WORK INSTRUCTIONS =>
In the data below, find each line that contains the word "hidden" and copy it.

Items from a data source:
----
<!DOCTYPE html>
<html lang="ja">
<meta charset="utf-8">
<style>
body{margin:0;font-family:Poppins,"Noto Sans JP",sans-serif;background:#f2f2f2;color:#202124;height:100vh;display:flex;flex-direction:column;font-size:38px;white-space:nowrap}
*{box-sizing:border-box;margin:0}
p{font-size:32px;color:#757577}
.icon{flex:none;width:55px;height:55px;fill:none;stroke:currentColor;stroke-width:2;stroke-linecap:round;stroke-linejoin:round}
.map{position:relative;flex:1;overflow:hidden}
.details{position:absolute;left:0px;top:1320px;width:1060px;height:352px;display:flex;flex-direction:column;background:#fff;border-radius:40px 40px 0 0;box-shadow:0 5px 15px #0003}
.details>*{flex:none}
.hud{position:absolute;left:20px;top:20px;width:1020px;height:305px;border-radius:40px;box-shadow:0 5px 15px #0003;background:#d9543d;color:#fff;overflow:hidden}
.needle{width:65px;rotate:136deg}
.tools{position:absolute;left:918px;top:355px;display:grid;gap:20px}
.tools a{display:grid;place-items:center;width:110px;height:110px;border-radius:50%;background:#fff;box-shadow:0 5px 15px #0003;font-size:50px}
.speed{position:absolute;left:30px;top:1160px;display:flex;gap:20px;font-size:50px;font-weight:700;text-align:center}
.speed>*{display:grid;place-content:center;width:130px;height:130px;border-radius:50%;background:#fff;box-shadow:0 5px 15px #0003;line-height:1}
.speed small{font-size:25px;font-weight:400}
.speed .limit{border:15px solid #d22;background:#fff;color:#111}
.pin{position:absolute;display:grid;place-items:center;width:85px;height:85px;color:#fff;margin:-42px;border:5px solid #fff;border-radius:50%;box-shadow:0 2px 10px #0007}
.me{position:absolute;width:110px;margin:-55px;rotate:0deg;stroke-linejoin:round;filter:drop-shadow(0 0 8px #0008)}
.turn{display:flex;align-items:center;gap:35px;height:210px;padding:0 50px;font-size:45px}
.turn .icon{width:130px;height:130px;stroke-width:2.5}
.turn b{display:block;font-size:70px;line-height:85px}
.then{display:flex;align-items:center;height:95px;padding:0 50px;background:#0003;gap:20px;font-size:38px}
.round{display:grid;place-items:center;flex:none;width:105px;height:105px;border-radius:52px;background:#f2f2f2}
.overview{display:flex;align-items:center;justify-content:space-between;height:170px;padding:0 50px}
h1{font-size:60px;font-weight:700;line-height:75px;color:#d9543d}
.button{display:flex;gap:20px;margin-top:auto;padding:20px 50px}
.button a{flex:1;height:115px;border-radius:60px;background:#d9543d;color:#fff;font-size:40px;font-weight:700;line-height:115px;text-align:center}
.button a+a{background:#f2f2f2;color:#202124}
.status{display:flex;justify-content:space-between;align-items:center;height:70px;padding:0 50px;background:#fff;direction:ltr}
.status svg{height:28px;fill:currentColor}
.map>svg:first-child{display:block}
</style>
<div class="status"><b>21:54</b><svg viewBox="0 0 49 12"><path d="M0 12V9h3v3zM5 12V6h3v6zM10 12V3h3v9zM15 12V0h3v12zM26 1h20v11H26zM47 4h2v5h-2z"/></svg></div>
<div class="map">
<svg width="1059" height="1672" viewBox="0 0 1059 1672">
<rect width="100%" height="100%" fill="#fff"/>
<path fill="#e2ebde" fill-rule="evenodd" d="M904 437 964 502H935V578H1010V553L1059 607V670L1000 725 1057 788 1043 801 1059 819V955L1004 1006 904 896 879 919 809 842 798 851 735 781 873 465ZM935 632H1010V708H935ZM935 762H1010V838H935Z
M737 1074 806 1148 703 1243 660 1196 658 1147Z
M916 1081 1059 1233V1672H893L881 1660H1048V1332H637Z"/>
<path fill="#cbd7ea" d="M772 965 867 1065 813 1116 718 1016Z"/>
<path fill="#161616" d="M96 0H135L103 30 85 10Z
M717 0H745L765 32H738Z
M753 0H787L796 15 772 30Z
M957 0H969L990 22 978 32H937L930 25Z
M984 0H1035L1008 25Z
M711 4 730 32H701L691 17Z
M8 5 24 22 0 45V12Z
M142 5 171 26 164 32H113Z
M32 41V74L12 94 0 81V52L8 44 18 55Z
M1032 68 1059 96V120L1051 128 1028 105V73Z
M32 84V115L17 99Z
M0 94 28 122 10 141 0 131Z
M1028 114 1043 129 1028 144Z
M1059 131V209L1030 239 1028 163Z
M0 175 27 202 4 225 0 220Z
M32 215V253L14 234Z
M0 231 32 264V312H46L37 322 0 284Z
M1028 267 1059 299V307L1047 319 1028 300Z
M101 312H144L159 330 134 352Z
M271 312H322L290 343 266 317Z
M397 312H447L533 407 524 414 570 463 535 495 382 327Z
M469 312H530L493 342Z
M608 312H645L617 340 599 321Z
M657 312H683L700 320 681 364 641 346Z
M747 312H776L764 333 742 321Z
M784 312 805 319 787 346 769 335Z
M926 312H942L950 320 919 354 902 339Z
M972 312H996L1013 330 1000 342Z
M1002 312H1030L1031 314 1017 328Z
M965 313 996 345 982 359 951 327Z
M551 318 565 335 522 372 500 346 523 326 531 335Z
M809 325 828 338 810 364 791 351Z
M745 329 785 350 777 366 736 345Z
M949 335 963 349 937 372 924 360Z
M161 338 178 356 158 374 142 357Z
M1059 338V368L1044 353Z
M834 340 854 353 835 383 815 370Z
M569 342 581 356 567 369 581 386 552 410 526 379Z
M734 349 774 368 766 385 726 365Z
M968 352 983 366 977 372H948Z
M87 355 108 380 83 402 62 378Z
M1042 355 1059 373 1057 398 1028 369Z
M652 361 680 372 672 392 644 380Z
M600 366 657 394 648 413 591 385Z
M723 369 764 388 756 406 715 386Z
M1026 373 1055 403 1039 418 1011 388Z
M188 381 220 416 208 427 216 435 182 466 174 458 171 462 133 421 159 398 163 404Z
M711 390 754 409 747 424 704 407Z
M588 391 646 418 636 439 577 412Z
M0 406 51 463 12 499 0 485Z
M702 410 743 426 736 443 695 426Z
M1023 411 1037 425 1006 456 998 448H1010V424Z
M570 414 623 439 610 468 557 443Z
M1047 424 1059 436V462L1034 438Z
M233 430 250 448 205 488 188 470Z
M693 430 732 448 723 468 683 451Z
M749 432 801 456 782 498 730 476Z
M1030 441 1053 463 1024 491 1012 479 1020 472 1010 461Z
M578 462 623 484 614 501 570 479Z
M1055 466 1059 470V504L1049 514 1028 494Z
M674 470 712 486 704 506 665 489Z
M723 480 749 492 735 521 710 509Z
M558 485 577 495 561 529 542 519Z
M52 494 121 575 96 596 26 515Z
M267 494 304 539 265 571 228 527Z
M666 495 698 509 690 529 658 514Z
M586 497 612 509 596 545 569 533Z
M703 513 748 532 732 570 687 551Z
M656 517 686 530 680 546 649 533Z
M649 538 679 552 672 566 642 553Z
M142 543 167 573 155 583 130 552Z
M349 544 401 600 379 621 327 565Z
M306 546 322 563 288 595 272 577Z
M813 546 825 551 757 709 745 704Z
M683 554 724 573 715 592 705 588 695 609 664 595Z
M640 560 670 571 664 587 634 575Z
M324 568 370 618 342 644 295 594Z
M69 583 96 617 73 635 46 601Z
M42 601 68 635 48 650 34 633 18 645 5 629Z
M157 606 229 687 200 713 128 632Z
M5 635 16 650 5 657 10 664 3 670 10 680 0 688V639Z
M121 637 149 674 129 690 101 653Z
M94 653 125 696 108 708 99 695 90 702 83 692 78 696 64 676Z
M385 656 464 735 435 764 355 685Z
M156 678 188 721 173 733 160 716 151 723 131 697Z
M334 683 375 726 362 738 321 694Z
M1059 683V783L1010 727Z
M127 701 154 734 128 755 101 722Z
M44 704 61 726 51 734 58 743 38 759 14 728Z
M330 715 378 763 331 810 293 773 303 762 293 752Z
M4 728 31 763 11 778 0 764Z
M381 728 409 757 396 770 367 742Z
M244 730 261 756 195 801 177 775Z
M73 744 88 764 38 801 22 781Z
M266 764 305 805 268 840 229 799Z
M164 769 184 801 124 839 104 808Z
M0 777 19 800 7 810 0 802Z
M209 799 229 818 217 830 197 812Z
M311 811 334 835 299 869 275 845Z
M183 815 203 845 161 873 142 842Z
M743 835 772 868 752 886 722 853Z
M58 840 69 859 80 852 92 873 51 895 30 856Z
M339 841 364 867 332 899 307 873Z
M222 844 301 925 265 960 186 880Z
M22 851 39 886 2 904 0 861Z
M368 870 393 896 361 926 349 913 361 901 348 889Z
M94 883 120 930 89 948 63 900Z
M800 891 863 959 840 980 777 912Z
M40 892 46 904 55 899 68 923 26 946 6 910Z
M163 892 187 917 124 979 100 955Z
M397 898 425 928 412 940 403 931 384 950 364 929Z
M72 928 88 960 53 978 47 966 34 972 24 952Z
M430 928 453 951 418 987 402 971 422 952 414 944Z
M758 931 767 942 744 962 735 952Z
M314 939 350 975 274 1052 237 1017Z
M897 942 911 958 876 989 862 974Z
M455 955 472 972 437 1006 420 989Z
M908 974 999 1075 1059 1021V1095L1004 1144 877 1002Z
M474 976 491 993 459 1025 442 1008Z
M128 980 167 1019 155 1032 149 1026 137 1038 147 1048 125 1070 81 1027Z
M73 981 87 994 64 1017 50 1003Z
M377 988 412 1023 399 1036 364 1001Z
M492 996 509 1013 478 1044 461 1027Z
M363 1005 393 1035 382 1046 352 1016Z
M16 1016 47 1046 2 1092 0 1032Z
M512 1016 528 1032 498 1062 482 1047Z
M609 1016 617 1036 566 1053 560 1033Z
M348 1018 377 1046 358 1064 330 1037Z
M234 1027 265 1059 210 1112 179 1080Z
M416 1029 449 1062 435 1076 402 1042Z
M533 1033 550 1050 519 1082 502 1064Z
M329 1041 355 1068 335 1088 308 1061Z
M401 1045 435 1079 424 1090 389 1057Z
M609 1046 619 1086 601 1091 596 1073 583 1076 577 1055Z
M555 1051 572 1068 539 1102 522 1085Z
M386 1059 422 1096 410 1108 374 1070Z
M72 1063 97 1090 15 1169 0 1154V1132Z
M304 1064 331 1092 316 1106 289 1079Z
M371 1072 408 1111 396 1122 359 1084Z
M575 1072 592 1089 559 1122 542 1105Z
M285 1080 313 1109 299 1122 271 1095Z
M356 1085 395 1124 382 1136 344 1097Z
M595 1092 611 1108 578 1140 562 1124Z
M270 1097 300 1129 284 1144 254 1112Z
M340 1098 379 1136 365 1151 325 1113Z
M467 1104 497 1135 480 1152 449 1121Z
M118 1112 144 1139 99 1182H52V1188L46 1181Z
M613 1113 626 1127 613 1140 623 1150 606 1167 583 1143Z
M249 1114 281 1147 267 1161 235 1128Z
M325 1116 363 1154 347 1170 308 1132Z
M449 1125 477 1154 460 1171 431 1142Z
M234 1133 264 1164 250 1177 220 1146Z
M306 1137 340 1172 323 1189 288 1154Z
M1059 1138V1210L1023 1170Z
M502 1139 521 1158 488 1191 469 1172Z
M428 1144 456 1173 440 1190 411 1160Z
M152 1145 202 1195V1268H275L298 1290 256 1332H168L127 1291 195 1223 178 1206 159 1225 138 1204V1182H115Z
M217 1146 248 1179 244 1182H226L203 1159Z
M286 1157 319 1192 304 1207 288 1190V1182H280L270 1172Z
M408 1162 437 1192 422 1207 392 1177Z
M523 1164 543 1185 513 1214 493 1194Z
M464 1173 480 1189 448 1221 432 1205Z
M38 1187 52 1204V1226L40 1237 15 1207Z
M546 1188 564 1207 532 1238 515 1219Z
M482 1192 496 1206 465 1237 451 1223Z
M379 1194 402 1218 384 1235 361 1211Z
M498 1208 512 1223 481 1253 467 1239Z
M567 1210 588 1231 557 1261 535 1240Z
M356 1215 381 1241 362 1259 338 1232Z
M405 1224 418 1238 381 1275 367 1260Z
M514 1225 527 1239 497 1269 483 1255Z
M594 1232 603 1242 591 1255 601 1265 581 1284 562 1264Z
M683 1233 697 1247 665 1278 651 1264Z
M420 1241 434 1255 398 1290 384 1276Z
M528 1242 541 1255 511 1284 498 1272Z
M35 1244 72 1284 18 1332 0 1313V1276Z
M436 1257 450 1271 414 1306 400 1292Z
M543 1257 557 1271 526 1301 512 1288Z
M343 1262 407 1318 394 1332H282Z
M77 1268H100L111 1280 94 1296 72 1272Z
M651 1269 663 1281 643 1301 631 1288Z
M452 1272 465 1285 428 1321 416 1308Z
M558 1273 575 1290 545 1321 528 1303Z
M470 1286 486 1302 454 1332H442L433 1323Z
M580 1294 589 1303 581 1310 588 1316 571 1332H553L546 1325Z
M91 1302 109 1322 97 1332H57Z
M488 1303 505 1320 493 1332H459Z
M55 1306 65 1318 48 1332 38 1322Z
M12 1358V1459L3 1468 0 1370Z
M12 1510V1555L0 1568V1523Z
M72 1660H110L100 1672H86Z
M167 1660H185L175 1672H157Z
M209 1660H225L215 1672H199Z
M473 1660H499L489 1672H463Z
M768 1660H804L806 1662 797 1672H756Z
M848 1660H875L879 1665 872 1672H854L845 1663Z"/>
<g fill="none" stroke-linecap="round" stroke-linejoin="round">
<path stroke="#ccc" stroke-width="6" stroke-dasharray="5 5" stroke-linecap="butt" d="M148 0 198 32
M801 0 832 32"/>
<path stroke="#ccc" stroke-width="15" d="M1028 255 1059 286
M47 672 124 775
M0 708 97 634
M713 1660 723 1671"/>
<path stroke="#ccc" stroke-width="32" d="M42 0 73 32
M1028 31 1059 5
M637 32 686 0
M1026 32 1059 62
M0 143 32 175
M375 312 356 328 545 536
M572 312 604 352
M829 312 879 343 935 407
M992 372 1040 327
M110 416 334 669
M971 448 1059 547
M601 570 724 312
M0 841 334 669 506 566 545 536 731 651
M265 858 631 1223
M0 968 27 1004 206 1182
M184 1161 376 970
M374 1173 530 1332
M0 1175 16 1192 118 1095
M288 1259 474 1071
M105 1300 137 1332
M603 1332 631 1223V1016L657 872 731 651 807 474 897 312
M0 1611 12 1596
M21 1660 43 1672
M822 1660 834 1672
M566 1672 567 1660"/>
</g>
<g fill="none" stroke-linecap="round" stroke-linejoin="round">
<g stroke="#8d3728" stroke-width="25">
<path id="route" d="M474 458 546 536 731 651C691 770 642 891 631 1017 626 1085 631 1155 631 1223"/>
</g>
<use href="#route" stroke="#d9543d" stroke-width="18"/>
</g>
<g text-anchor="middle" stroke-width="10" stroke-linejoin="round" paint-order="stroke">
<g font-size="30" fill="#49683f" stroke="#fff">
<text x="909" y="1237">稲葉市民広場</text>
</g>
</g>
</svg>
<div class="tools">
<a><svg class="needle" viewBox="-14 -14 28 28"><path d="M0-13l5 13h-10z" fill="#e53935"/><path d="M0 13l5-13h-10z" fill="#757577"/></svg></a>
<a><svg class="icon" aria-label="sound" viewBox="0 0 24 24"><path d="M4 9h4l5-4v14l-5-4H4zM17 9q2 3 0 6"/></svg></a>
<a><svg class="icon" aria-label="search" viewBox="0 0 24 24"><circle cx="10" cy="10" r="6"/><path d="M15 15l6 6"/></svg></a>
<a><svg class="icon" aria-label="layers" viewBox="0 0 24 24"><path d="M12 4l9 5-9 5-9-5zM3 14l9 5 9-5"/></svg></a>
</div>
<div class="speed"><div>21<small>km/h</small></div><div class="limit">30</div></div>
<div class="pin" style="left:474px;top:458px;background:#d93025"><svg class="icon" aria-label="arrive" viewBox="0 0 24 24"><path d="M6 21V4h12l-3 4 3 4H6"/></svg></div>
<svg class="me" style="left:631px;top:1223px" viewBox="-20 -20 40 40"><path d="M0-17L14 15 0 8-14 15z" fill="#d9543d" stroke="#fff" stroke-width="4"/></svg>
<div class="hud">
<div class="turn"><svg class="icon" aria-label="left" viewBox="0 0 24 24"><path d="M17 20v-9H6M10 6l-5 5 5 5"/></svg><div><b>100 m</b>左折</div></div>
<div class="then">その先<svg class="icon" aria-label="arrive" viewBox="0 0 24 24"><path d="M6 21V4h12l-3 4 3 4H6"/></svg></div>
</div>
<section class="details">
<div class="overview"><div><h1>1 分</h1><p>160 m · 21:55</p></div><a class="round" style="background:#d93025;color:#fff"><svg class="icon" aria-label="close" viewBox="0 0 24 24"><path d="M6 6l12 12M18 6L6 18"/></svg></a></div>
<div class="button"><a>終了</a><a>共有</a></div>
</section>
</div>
----
ANSWER TO THIS EXERCISE =>
.map{position:relative;flex:1;overflow:hidden}
.hud{position:absolute;left:20px;top:20px;width:1020px;height:305px;border-radius:40px;box-shadow:0 5px 15px #0003;background:#d9543d;color:#fff;overflow:hidden}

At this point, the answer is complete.